Over the years researchers become highly specialized in their particular field; during the PhD and postdoc you must become fully engaged with lab work, planning and running experiments, producing publishable results, gaining credit for your work, trying to move on with your career and so we sometimes forget to take a breath and see that things are changing rapidly around us, including the way we do science. The speed of scientific discoveries has exponentially increased over the last decade due to the development of methods, tools and pressure to publish.
As a scientist who was captivated with the enthusiasm of pipetting during my undergraduate studies, I have the tendency to focus on my experiments and read mostly scientific papers. Nonetheless, I realized that there are many issues that exist within global research culture and that a good scientist is always up to date with all (or almost all to be honest) aspects of the research field. This includes awareness of the challenges of the scientific community and trying your best to improve the environment you work in- both locally and globally.
Reading the weekly e-mail I get from eLife, the advertisement of recruiting early-career researchers (ECRs) for the eLife Community Ambassadors programme (18 months) caught my attention. It has ambitious goals, including a learning and community building phase with 6-months of online workshops and webinars offering ECRs a broad-spectrum of training from open science, publishing, and review to researcher wellbeing, science communication and, of course, networking opportunities. The final year of the programme focuses on enabling each Ambassador to work on an initiative project that will improve research culture and communication locally or globally. I decided to apply and to my surprise a few weeks later I got an e-mail that I was accepted in the cohort 2022-2023 of the programme.

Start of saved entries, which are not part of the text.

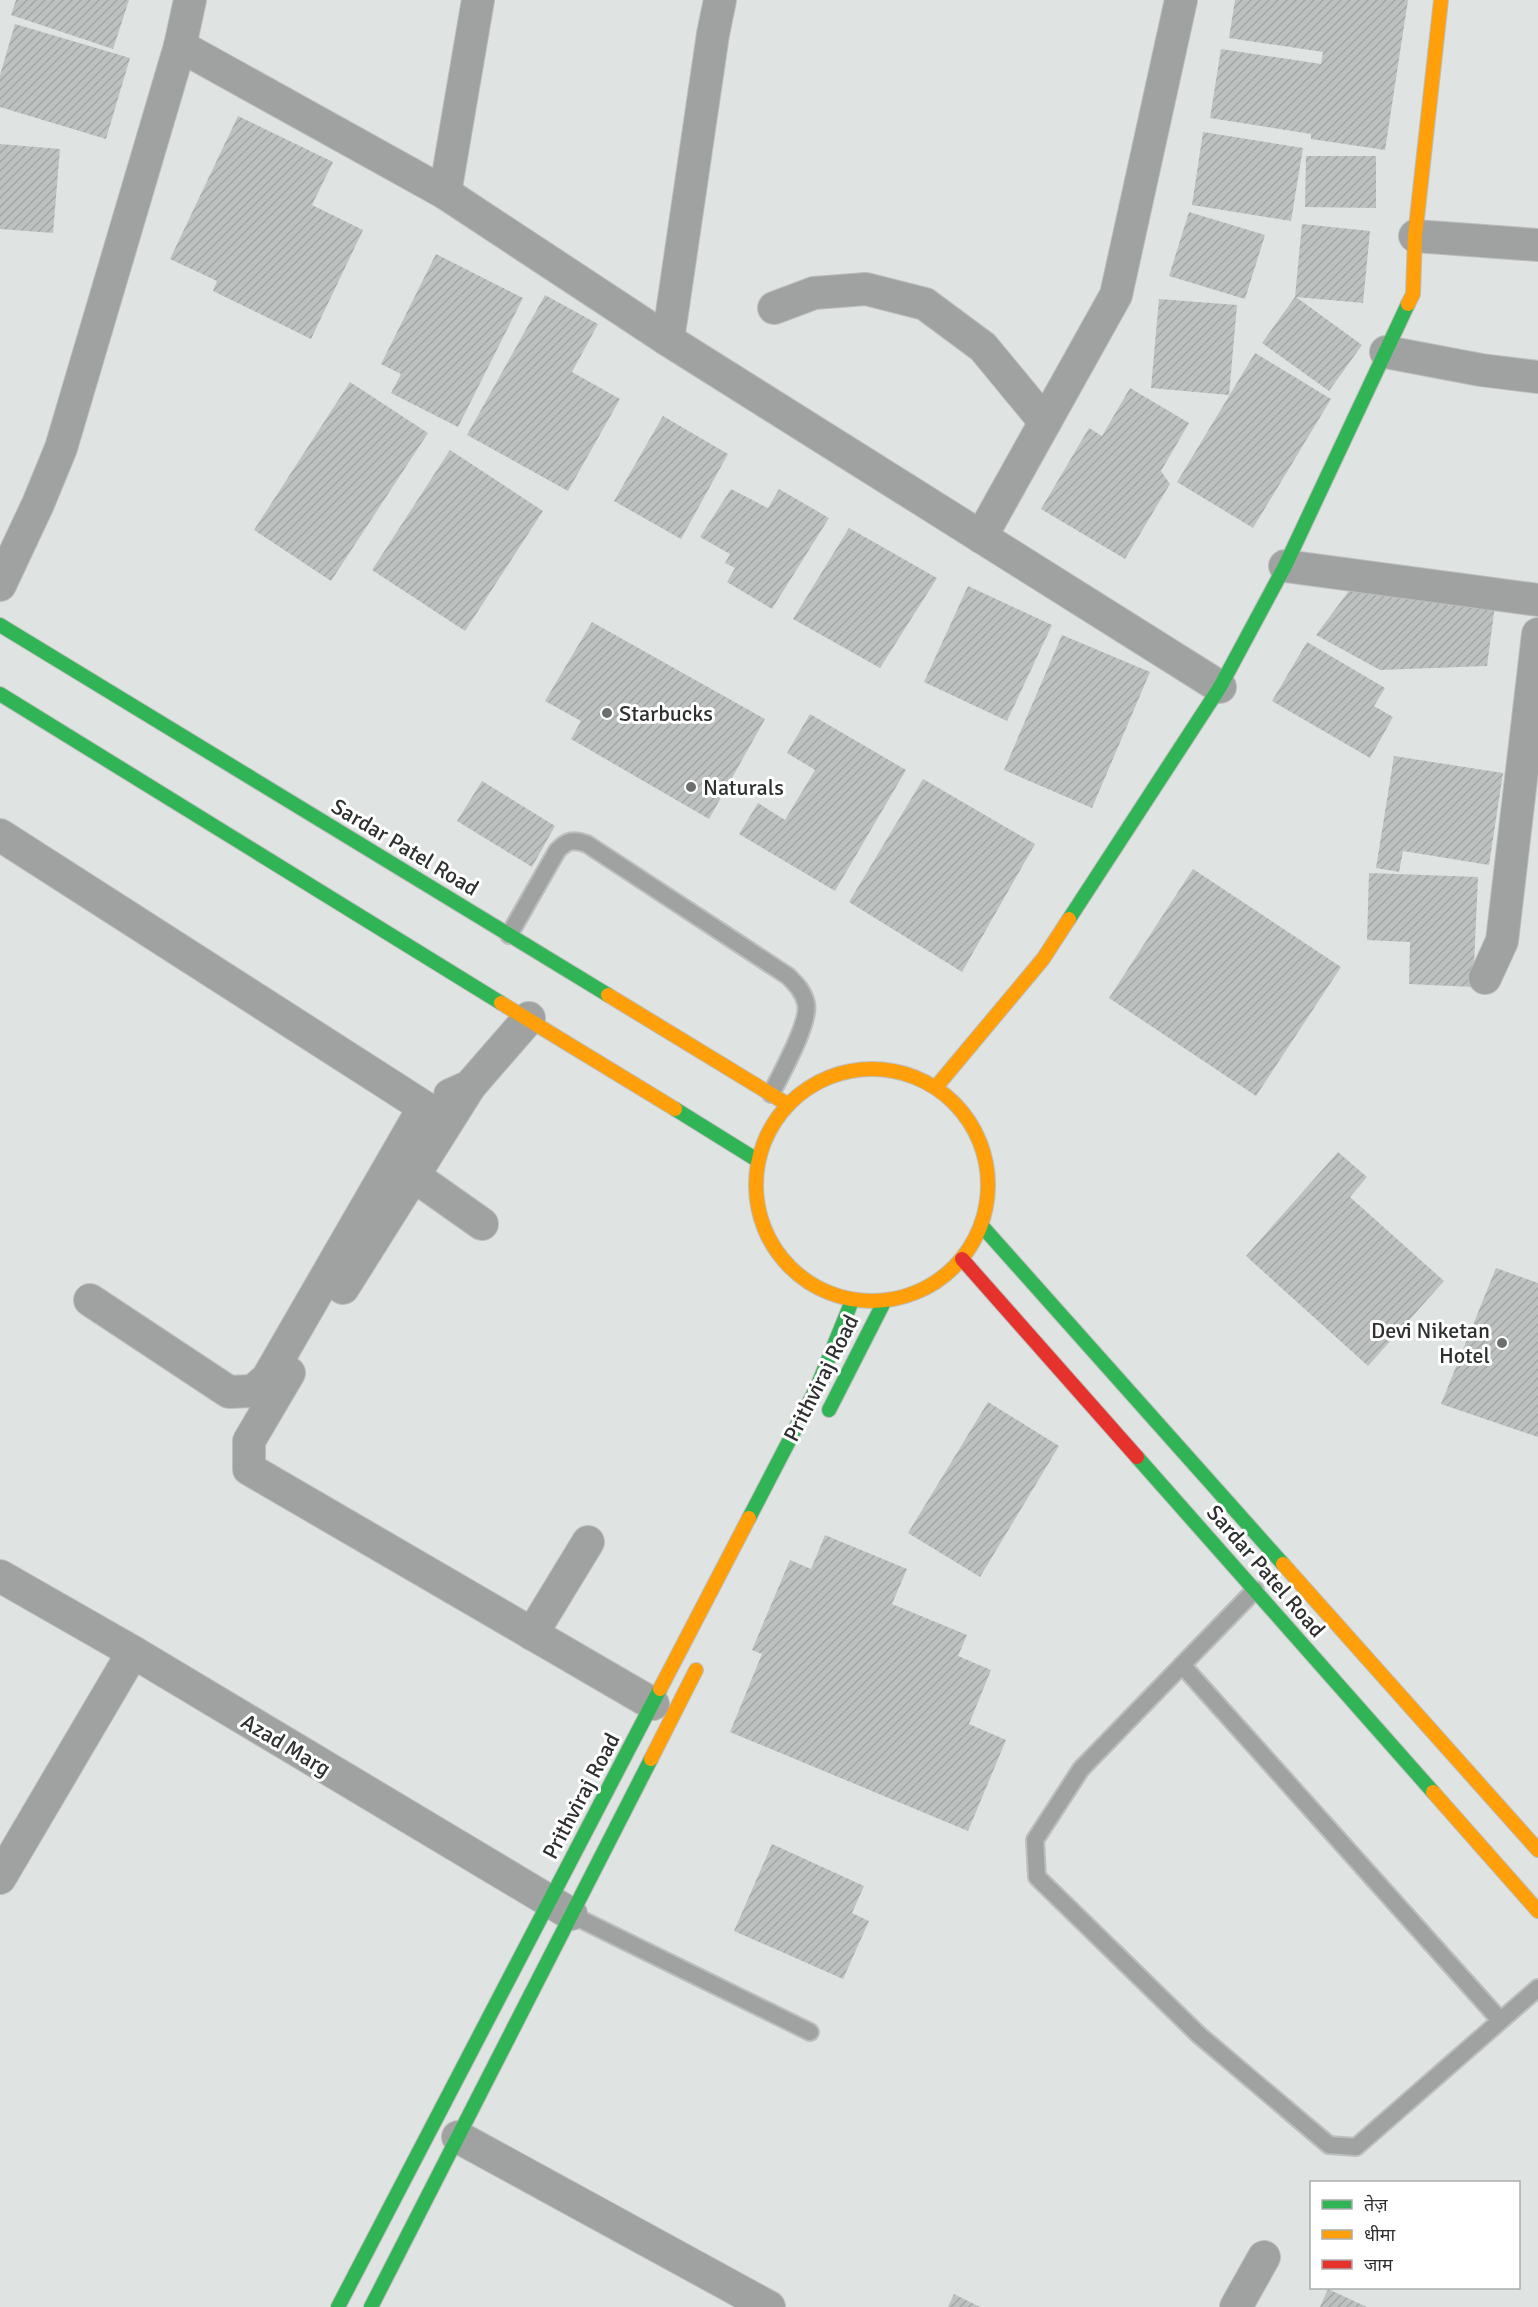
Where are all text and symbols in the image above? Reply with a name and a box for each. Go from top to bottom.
place label: Starbucks [619,700,713,727]
marker: Starbucks [600,706,614,720]
place label: Naturals [703,774,784,801]
marker: Naturals [684,780,698,794]
street label: Sardar Patel Road [327,792,483,902]
street label: Prithviraj Road [777,1310,865,1446]
place label: Devi Niketan Hotel [1371,1317,1490,1369]
marker: Devi Niketan Hotel [1495,1336,1509,1350]
street label: Sardar Patel Road [1201,1499,1331,1643]
street label: Azad Marg [236,1708,336,1782]
street label: Prithviraj Road [537,1728,625,1864]
legend [1310,2181,1520,2289]
text: तेज़ [1364,2194,1388,2216]
text: धीमा [1364,2224,1395,2246]
text: जाम [1364,2254,1394,2276]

The knowledge journey – learning and community building
We began the series of meetings, webinars and workshops, one as interesting as the next, and during each meeting I was trying to absorb as much information as possible. I was impressed to see that the cohort of ambassadors was selected to favor a wide demographic and to support as much as possible participation from countries underrepresented in the scientific landscape. This was evidence of the equity that the organizers of eLife Ambassadors have shown over the entire programme, and I realized then how much of a difference this can make and what being inclusive in science truly means.
I was aware of the distinctive publishing approach of the eLife journal, and I knew about the eLife community and ECAG (Early Career Advisory Group) from their posts along with the latest accepted papers as newsletters, but during the programme I learned more about how big the community is, how much commitment and enthusiasm everyone has towards improving science culture and make it accommodating and inclusive.
The events included workshops about open science, preprint writing and reviewing, databases and curation, science communication and publishing, career development, research assessment, leadership in research, science policy, inclusion, accessibility and kindness in science, and many more. Attending these meetings has extended my knowledge in many aspects, but I do feel like the two most prominent topics for me were: leadership in research and science policy; I believe a rational allocation of resources and thoughtful leadership have the potential to shape the scientific environment and stimulate research productivity in any field or place around the globe.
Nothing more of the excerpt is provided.